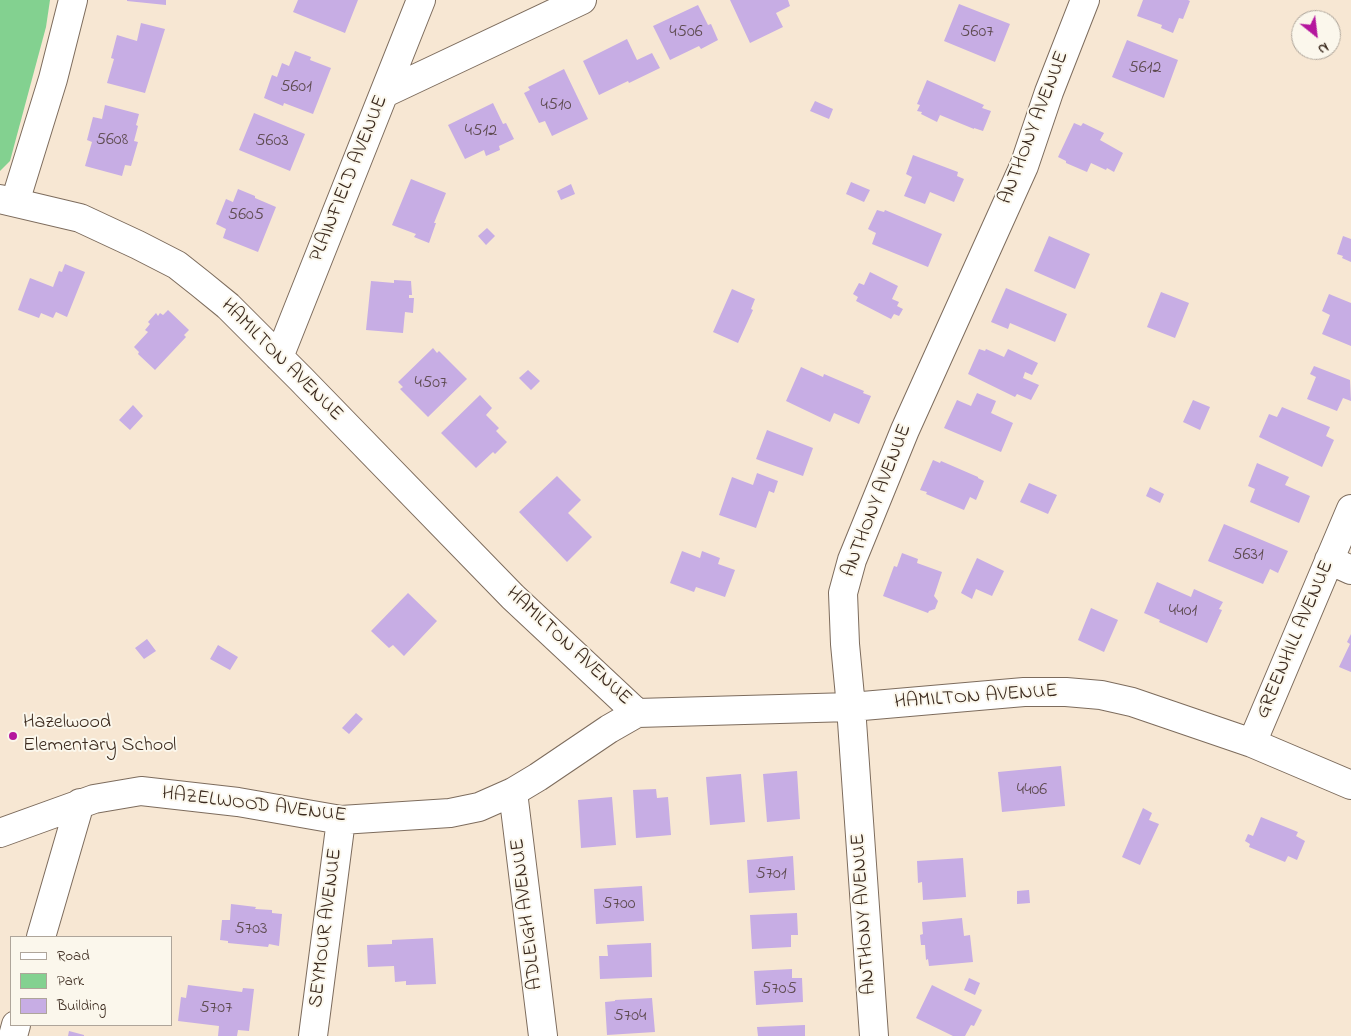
<!DOCTYPE html>
<style>
body{margin:0}
#map{position:relative;width:1351px;height:1036px;overflow:hidden;background:#f7e7d3;font-family:"Indie Flower",sans-serif}
canvas{display:block}
.legend{position:absolute;left:10px;top:936px;width:162px;height:90px;box-sizing:border-box;background:#fbf7ec;border:1px solid #aea59a;margin:0;padding:6px 9px;list-style:none;font-size:15px;color:#3b2a1e}
.legend li{display:flex;align-items:center;gap:10px;height:25px}
.legend b{width:25px;border:1px solid #aea59a}
.north{position:absolute;left:1291px;top:10px;width:50px;height:50px;box-sizing:border-box;background:#fbf7ec;border:1px solid #aea59a;border-radius:50%;rotate:151deg;font-size:14px;font-weight:700;line-height:20px;text-align:center;color:#3b2a1e}
.north::after{content:'';display:block;margin:auto;width:18px;height:22px;background:#b5179e;clip-path:polygon(50% 0,100% 100%,50% 72%,0 100%)}
</style>
<div id="map">
<canvas width="1351" height="1036"></canvas>
<ul class="legend">
<li><b style="height:6px;background:#fff"></b>Road</li>
<li><b style="height:14px;background:#83d190"></b>Park</li>
<li><b style="height:14px;background:#c7ade4"></b>Building</li>
</ul>
<div class="north">N</div>
</div>
<script>
const ctx = document.querySelector('canvas').getContext('2d');
ctx.lineJoin = 'round';
function paint(path, color) { ctx.fillStyle = color; ctx.fill(path, 'evenodd'); }
const shape = rows => new Path2D(rows.map(r => 'M' + r).join(''));
function trace(path, color, width, dash) { ctx.strokeStyle = color; ctx.lineWidth = width; ctx.lineCap = dash ? 'butt' : 'round'; ctx.setLineDash(dash || []); ctx.stroke(path); }
function write(font, color, halo, rows, align = 'center') {
  ctx.font = font + ' "Indie Flower",sans-serif'; ctx.lineWidth = 4; ctx.setLineDash([]); ctx.textBaseline = 'middle'; ctx.strokeStyle = halo; ctx.fillStyle = color; for (const [text, x, y, turn = 0] of rows) {
    ctx.save(); ctx.translate(x, y); ctx.rotate((+turn || 0) * Math.PI / 180); ctx.textAlign = isNaN(turn) ? turn : align; if (halo) ctx.strokeText(text, 0, 0); ctx.fillText(text, 0, 0); ctx.restore();
  }
}
const green = shape([
 [0,0,50,0,46,27,10,161,0,171]
]);
const building = shape([
 [127,0,166,0,166,5,127,1],
 [298,0,358,0,345,33,293,12],
 [730,0,788,0,790,6,776,13,783,27,750,43],
 [1143,0,1188,0,1190,1,1183,19,1179,18,1173,33,1161,28,1162,25,1137,16],
 [959,4,1010,24,995,62,944,41],
 [698,5,708,25,711,24,718,40,701,49,699,46,670,60,653,26],
 [141,23,165,29,145,93,107,83,114,59,111,58,117,35,137,41],
 [627,39,637,60,652,53,660,68,629,83,628,81,599,95,583,61],
 [1127,40,1178,60,1164,98,1112,77],
 [295,51,311,57,310,60,331,68,313,114,284,103,283,106,264,98,272,75,277,77,282,63,289,66],
 [564,69,588,119,552,136,545,121,539,123,524,93,530,90,528,87],
 [927,80,984,105,982,108,991,111,983,131,974,128,974,129,940,115,937,122,921,114,922,112,917,111,920,105,917,104],
 [815,101,833,109,829,119,810,111],
 [493,103,503,124,506,123,514,139,499,146,500,150,486,156,484,150,465,159,448,125],
 [105,105,139,114,136,125,138,126,134,141,138,142,131,166,125,165,122,176,85,166,92,142,87,140,93,117,102,119],
 [254,113,305,134,290,171,239,150],
 [1074,123,1081,126,1083,123,1104,133,1100,140,1123,153,1114,172,1107,168,1106,170,1091,163,1087,172,1066,163,1066,161,1058,157],
 [913,155,958,172,957,176,964,179,954,202,930,192,925,204,904,196,912,177,906,174],
 [411,179,446,193,434,223,436,223,429,243,414,237,416,234,392,225],
 [851,182,870,190,864,202,846,194],
 [571,184,575,194,561,200,557,191],
 [238,189,255,196,255,198,276,207,258,252,223,238,226,229,216,224,226,199,233,202],
 [877,210,884,212,885,210,942,234,928,267,872,244,876,233,868,229],
 [487,228,495,236,486,245,478,236],
 [1049,236,1090,254,1075,289,1034,271],
 [1343,236,1351,239,1351,262,1342,258,1343,256,1337,254],
 [65,264,85,272,67,317,56,312,53,318,41,313,39,318,18,310,30,278,53,287,59,271,62,272],
 [870,272,898,286,892,299,899,302,897,306,903,309,899,316,894,314,891,319,856,301,858,297,853,294,859,283,864,285],
 [394,280,411,281,412,295,409,295,409,298,414,298,413,313,405,312,403,333,366,330,371,281,394,283],
 [1006,288,1067,314,1055,342,1010,323,1008,329,991,322],
 [732,289,755,299,751,309,753,310,738,343,713,332],
 [1161,292,1189,303,1175,338,1147,327],
 [1329,294,1351,303,1351,346,1322,334,1330,315,1322,311],
 [168,310,189,330,184,335,186,337,155,370,138,354,139,352,134,347,148,332,145,330,150,324,148,322,156,313,158,316,160,313,163,315],
 [433,348,437,353,439,351,467,379,428,417,400,389,403,387,398,382],
 [979,349,985,351,986,349,1004,357,1008,349,1038,363,1032,375,1025,372,1023,378,1039,385,1031,400,1017,394,1015,397,968,374],
 [1314,366,1350,380,1351,401,1343,398,1337,411,1307,399,1316,377,1310,374],
 [801,367,823,377,824,374,864,391,863,393,871,396,859,424,834,413,830,422,786,401],
 [528,370,540,381,531,390,519,378],
 [977,393,996,401,991,413,1013,423,1001,452,944,428,957,400,971,406],
 [480,395,492,408,486,415,499,428,496,431,507,442,495,454,493,452,476,468,441,433],
 [1193,400,1210,407,1200,430,1183,422],
 [133,405,143,416,130,430,119,420],
 [1282,407,1330,427,1326,436,1334,440,1322,467,1259,437,1269,414,1277,417],
 [767,430,813,448,803,476,756,459],
 [933,460,940,463,941,461,978,477,978,478,984,481,976,500,970,497,964,510,926,494,927,492,920,490],
 [1257,463,1289,477,1285,485,1310,496,1299,523,1250,502,1255,489,1248,486],
 [757,473,778,481,774,493,769,491,756,528,719,515,732,477,753,485],
 [557,476,581,500,568,513,592,537,567,562,519,512],
 [1029,483,1057,495,1048,514,1020,502],
 [1150,487,1164,494,1160,503,1146,496],
 [1224,524,1288,551,1278,573,1270,569,1263,584,1208,561],
 [682,551,700,558,702,551,720,558,718,564,735,570,725,597,696,587,694,592,670,583],
 [902,553,918,559,917,563,942,572,934,596,938,601,935,609,929,611,928,613,883,596,894,566,897,567],
 [977,558,1004,571,992,596,976,589,972,599,961,593],
 [1157,582,1191,597,1194,589,1223,602,1219,609,1222,610,1207,643,1159,622,1160,620,1144,613],
 [408,593,437,621,404,656,393,645,389,648,371,631],
 [1091,608,1118,620,1104,652,1078,640],
 [1351,634,1351,672,1339,667,1350,644,1347,642],
 [147,639,156,651,144,659,135,648],
 [218,645,238,657,230,670,210,659],
 [356,713,363,719,349,734,342,728],
 [1061,766,1065,806,1002,812,998,772],
 [797,771,800,819,767,822,763,774],
 [741,774,745,822,710,825,706,777],
 [656,789,657,798,668,797,671,835,636,838,633,790],
 [612,797,616,845,581,848,578,800],
 [1143,808,1152,813,1149,820,1159,824,1140,865,1122,857],
 [1261,817,1298,832,1296,836,1305,841,1297,860,1288,856,1285,862,1249,847,1250,844,1245,841,1248,834,1253,836],
 [793,856,795,890,749,893,747,860],
 [963,858,966,897,923,900,922,882,918,883,917,861],
 [642,886,644,921,596,924,594,889],
 [1029,890,1030,903,1017,904,1017,891],
 [231,904,256,907,255,909,272,910,272,913,282,914,279,946,269,944,268,947,228,943,228,941,220,940,222,920,230,920],
 [797,913,798,935,791,935,791,947,752,949,750,915],
 [962,918,964,936,970,935,973,962,929,966,928,959,926,960,925,945,921,945,920,935,923,934,922,922],
 [433,938,436,984,406,985,406,981,395,982,394,966,368,967,367,945,392,944,392,940],
 [651,943,652,977,600,979,599,956,608,956,607,945],
 [792,969,792,978,802,978,803,1002,756,1005,754,971],
 [969,978,980,983,975,995,964,990],
 [188,985,242,992,243,988,254,989,249,1031,238,1030,237,1036,218,1036,219,1026,178,1021,181,997,186,998],
 [932,985,982,1010,974,1026,971,1025,965,1036,953,1036,916,1018],
 [652,998,655,1032,607,1035,605,1002,615,1001,615,1000],
 [805,1025,805,1036,758,1036,757,1027],
 [69,1031,84,1035,84,1036,68,1036]
]);
const minor = shape([
 [385,93,582,0],
 [0,199,80,218,138,245,177,265,201,284,228,306,301,379,513,597,637,713,851,707,1024,692,1066,692,1101,695,1132,702,1252,743,1351,785],
 [15,202,53,79,73,0],
 [279,357,421,0],
 [1329,560,1351,570],
 [1252,743,1351,509],
 [513,792,543,1036],
 [0,833,94,799,141,791,238,802,341,820,450,813,479,807,513,792,538,777,609,729,637,713],
 [41,937,80,803],
 [13,1036,16,1025],
 [313,1036,341,820],
 [874,1036,851,707,845,644,843,593,852,560,905,430,1024,166,1049,92,1085,0]
]);
const markers = [
 [13,736,5,"#b5179e"]
];
const numberNames = [
 ["4506",686,33],
 ["5607",977,33],
 ["5612",1145,69],
 ["5601",296,88],
 ["4510",556,106],
 ["4512",481,132],
 ["5608",112,141],
 ["5603",272,142],
 ["5605",246,216],
 ["4507",431,384],
 ["5631",1248,556],
 ["4401",1183,612],
 ["4406",1032,791],
 ["5701",771,875],
 ["5700",619,905],
 ["5703",251,930],
 ["5705",779,990],
 ["5707",216,1009],
 ["5704",630,1017]
];
const streetNames = [
 ["ANTHONY AVENUE",1035,128,-69],
 ["PLAINFIELD AVENUE",350,179,-68],
 ["HAMILTON AVENUE",281,361,45],
 ["ANTHONY AVENUE",878,501,-69],
 ["GREENHILL AVENUE",1296,640,-67],
 ["HAMILTON AVENUE",568,647,43],
 ["HAMILTON AVENUE",976,698,-4],
 ["HAZELWOOD AVENUE",254,806,7],
 ["ADLEIGH AVENUE",528,914,-97],
 ["ANTHONY AVENUE",865,914,-94],
 ["SEYMOUR AVENUE",327,928,-83]
];
const poiNames = [
 ["Hazelwood",23,724],
 ["Elementary School",23,747]
];
paint(green, '#83d190');
paint(building, '#c7ade4');
trace(minor, '#7d6c5d', 30);
trace(minor, '#fff', 28);
for (const [x, y, r, color] of markers) { const dot = new Path2D(); dot.arc(x, y, r, 0, 2 * Math.PI); ctx.fillStyle = color; ctx.fill(dot); trace(dot, '#fbf7ec', 2); }
write('18px', '#5e4b50', null, numberNames);
write('20px', '#3b2a1e', '#fbf7ec', streetNames);
write('20px', '#3b2a1e', '#fbf7ec', poiNames, 'left');
</script>
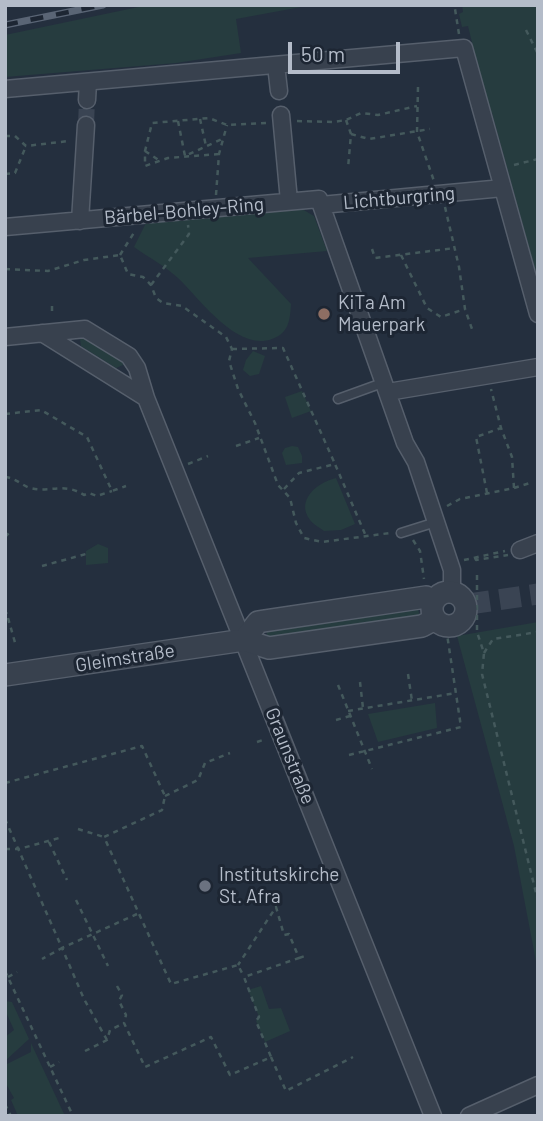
<!DOCTYPE html>
<html>
<head>
<meta charset="utf-8">
<style>
	body { margin:0 }
	#map { position:relative; width:543px; height:1121px; overflow:hidden; background:#242f3e; font-family:Barlow,sans-serif }
	canvas { display:block }
	.frame { position:absolute; inset:0; border:7px solid #b4bcc9; pointer-events:none }
	.scale { position:absolute; left:288px; top:42px; width:112px; height:32px; box-sizing:border-box; border:4px solid #b4bcc9; border-top:0; padding-left:9px; font-size:21px; line-height:24px; white-space:nowrap; color:#b4bcc9; -webkit-text-stroke:5px #1d2633; paint-order:stroke }
</style>
</head>
<body>
<div id="map">
<canvas width="543" height="1121"></canvas>
<div class="frame"></div>
<div class="scale">50 m</div>
</div>
<script>
const g = document.querySelector('canvas').getContext('2d');
g.lineJoin = 'round';
function paint(path, color) { g.fillStyle = color; g.fill(path, 'evenodd'); }
function trace(path, color, width, dash) { g.strokeStyle = color; g.lineWidth = width; g.lineCap = dash ? 'butt' : 'round'; g.setLineDash(dash || []); g.stroke(path); }
function drawText(font, color, halo, rows, align = 'center') {
  g.font = font + ' Barlow,sans-serif'; g.lineWidth = 6; g.setLineDash([]); g.textBaseline = 'middle'; g.strokeStyle = halo; g.fillStyle = color; for (const [text, x, y, turn = 0] of rows) {
    g.save(); g.translate(x, y); g.rotate((+turn || 0) * Math.PI / 180); g.textAlign = isNaN(turn) ? turn : align; if (halo) g.strokeText(text, 0, 0); g.fillText(text, 0, 0); g.restore();
  }
}
paint(new Path2D(`
	M148 5H312L236 19 241 53 176 63 5 77V35Z
	M462 5H538V280L492 113 489 112 468 26 462 27 459 14 463 12Z
	M302 209 314 216 327 251 248 258 291 304C290 320 289 333 272 339 237 352 200 299 178 278 165 266 148 257 134 247L146 223Z
	M85 337 122 360 123 365 116 368 81 346 80 339Z
	M253 351 265 356 259 374 250 376 243 370 246 360Z
	M302 391 311 411 292 418 285 397Z
	M292 446 298 447 302 456V463L286 465 282 453 285 448Z
	M336 478 355 524 341 530 324 531C320 528 313 524 310 520 295 500 318 482 336 478Z
	M98 544 108 548V563L86 565V551Z
	M417 606 420 616 267 638V629Z
	M538 622V972L514 846 457 636Z
	M435 703 437 728 378 742 368 714Z
	M261 986 269 1009 281 1008 290 1031 265 1042 256 1021 259 1017 248 990Z
	M5 1001 12 1002 29 1039 5 1061V1037L14 1030 5 1010Z
	M31 1043 65 1116H18L11 1100 14 1098 5 1082V1065L31 1052Z`), '#263c3f');
trace(new Path2D(`
	M86 125 87 100`), '#3a4453', 16, [16, 8]);
trace(new Path2D(`
	M469 604 538 594`), '#3a4453', 21, [21, 10]);
const service = new Path2D(`
	M338 399 385 382
	M401 533 436 522`);
const minor = new Path2D(`
	M276 65 279 91
	M5 89 464 48 538 314
	M87 100 88 82
	M281 115 289 201
	M321 205 503 188
	M80 221 86 125
	M5 227 319 199 405 443 416 462 452 570V592
	M42 333 146 398
	M5 337 85 329 129 356 137 368 146 398 433 1116
	M388 392 538 367
	M520 550 538 543
	M469 1116 538 1085`);
const tertiary = new Path2D(`
	M432 609a17 17 0 1 1 34 0a17 17 0 1 1-34 0Z
	M244 640 258 622 264 621 426 597 434 601
	M5 675 244 640 269 648 422 626 435 619`);
trace(service, '#565f6c', 11);
trace(minor, '#565f6c', 19);
trace(tertiary, '#565f6c', 24);
trace(new Path2D(`
	M526 30 538 54
	M459 34 455 9 460 5
	M418 87 417 132 434 181
	M200 119 206 146
	M346 120 351 134 348 168
	M178 121 185 156 222 139
	M297 121 333 122 346 120 361 113 378 115 417 106
	M351 134 369 139 430 129
	M5 136H15L26 146 69 141
	M145 151 160 161
	M219 154 168 158 145 166V151L152 123 209 118 227 125 266 123
	M514 165 538 159
	M5 174 15 173 26 146
	M216 195 219 154 227 125
	M445 207 459 267 465 309 472 329
	M372 249 375 258 455 248
	M120 255 135 231
	M401 255 427 308 441 317 465 309
	M5 269 48 271 84 260 120 255 128 274 143 277 151 285 156 298 163 303 182 306 226 337 232 349 229 361 238 389 255 423 278 485 290 498 296 523 304 538 322 542 390 533
	M151 285 189 234 188 225
	M52 306V313
	M232 349 283 348 335 464
	M5 414 41 410 87 437 112 491 126 486
	M236 446 259 438
	M188 464 208 456
	M5 477C16 478 21 485 30 488 50 493 64 482 84 495L89 493 97 496 112 491
	M514 488 530 483
	M284 489 299 473 335 464 365 534
	M487 493 476 437 501 428
	M447 506 460 499 514 488 512 457 501 428 491 389
	M5 537 10 532
	M413 540 420 551 424 579
	M475 558 476 560 508 555
	M464 560 505 551
	M42 566 86 554
	M477 575V632L484 653 482 674 538 901
	M5 611 7 614
	M8 618 16 646
	M484 653 493 639 538 632
	M408 674 412 701
	M360 682 363 708
	M338 685 372 769
	M348 711 456 693
	M336 720 350 716
	M257 742 263 740
	M349 755 461 727 447 634
	M5 783 142 746 165 796 162 810 104 837 171 984 238 965 244 977
	M165 796 198 780 205 763 230 753
	M5 819 62 948 42 959
	M78 829 104 837
	M49 842 67 880
	M5 849H19L59 838
	M76 900 108 966
	M299 958 308 955
	M5 971 73 1116
	M8 977 17 972
	M117 986 122 995 119 1001 126 1015 124 1023 145 1067 211 1037 230 1075 271 1057 256 1021 259 1017 244 977 299 958 289 934 284 935 276 907 238 965
	M107 1040 84 999 62 948 137 914
	M85 1051 107 1040 110 1030 124 1023
	M271 1057 286 1091 353 1057
	M50 1067 59 1062
	M5 1104 11 1116`), '#44595c', 2.5, [5, 5]);
trace(service, '#38414e', 8);
trace(minor, '#38414e', 16);
trace(tertiary, '#38414e', 21);
const rail = new Path2D(`
	M5 25 103 5`);
trace(rail, '#5a6575', 7);
trace(rail, '#1d2633', 4.5, [13]);
for (const [x, y, r, color] of [
	[324,314,7,"#8d6e63"],
	[205,886,7,"#6b7280"]
]) { const dot = new Path2D(); dot.arc(x, y, r, 0, 2 * Math.PI); g.fillStyle = color; g.fill(dot); trace(dot, '#1d2633', 2.5); }
drawText('19px', '#b4bcc9', '#1d2633', [
	["Lichtburgring",399,198,-5],
	["Bärbel-Bohley-Ring",184,211,-5],
	["Gleimstraße",125,658,-9],
	["Graunstraße",290,756,68]
]);
drawText('19px', '#b4bcc9', '#1d2633', [
	["KiTa Am",338,303],
	["Mauerpark",338,325],
	["Institutskirche",219,875],
	["St. Afra",219,897]
], 'left');
</script>
</body>
</html>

_____

* [About this exercise]:
Could you write out, exactly as they stand, only the lines above that begin at the line with "M5 783 142 746" and stop after the line with "trace(rail, '#1d2633', 4.5, [13]);"?

* [Task output]:
	M5 783 142 746 165 796 162 810 104 837 171 984 238 965 244 977
	M165 796 198 780 205 763 230 753
	M5 819 62 948 42 959
	M78 829 104 837
	M49 842 67 880
	M5 849H19L59 838
	M76 900 108 966
	M299 958 308 955
	M5 971 73 1116
	M8 977 17 972
	M117 986 122 995 119 1001 126 1015 124 1023 145 1067 211 1037 230 1075 271 1057 256 1021 259 1017 244 977 299 958 289 934 284 935 276 907 238 965
	M107 1040 84 999 62 948 137 914
	M85 1051 107 1040 110 1030 124 1023
	M271 1057 286 1091 353 1057
	M50 1067 59 1062
	M5 1104 11 1116`), '#44595c', 2.5, [5, 5]);
trace(service, '#38414e', 8);
trace(minor, '#38414e', 16);
trace(tertiary, '#38414e', 21);
const rail = new Path2D(`
	M5 25 103 5`);
trace(rail, '#5a6575', 7);
trace(rail, '#1d2633', 4.5, [13]);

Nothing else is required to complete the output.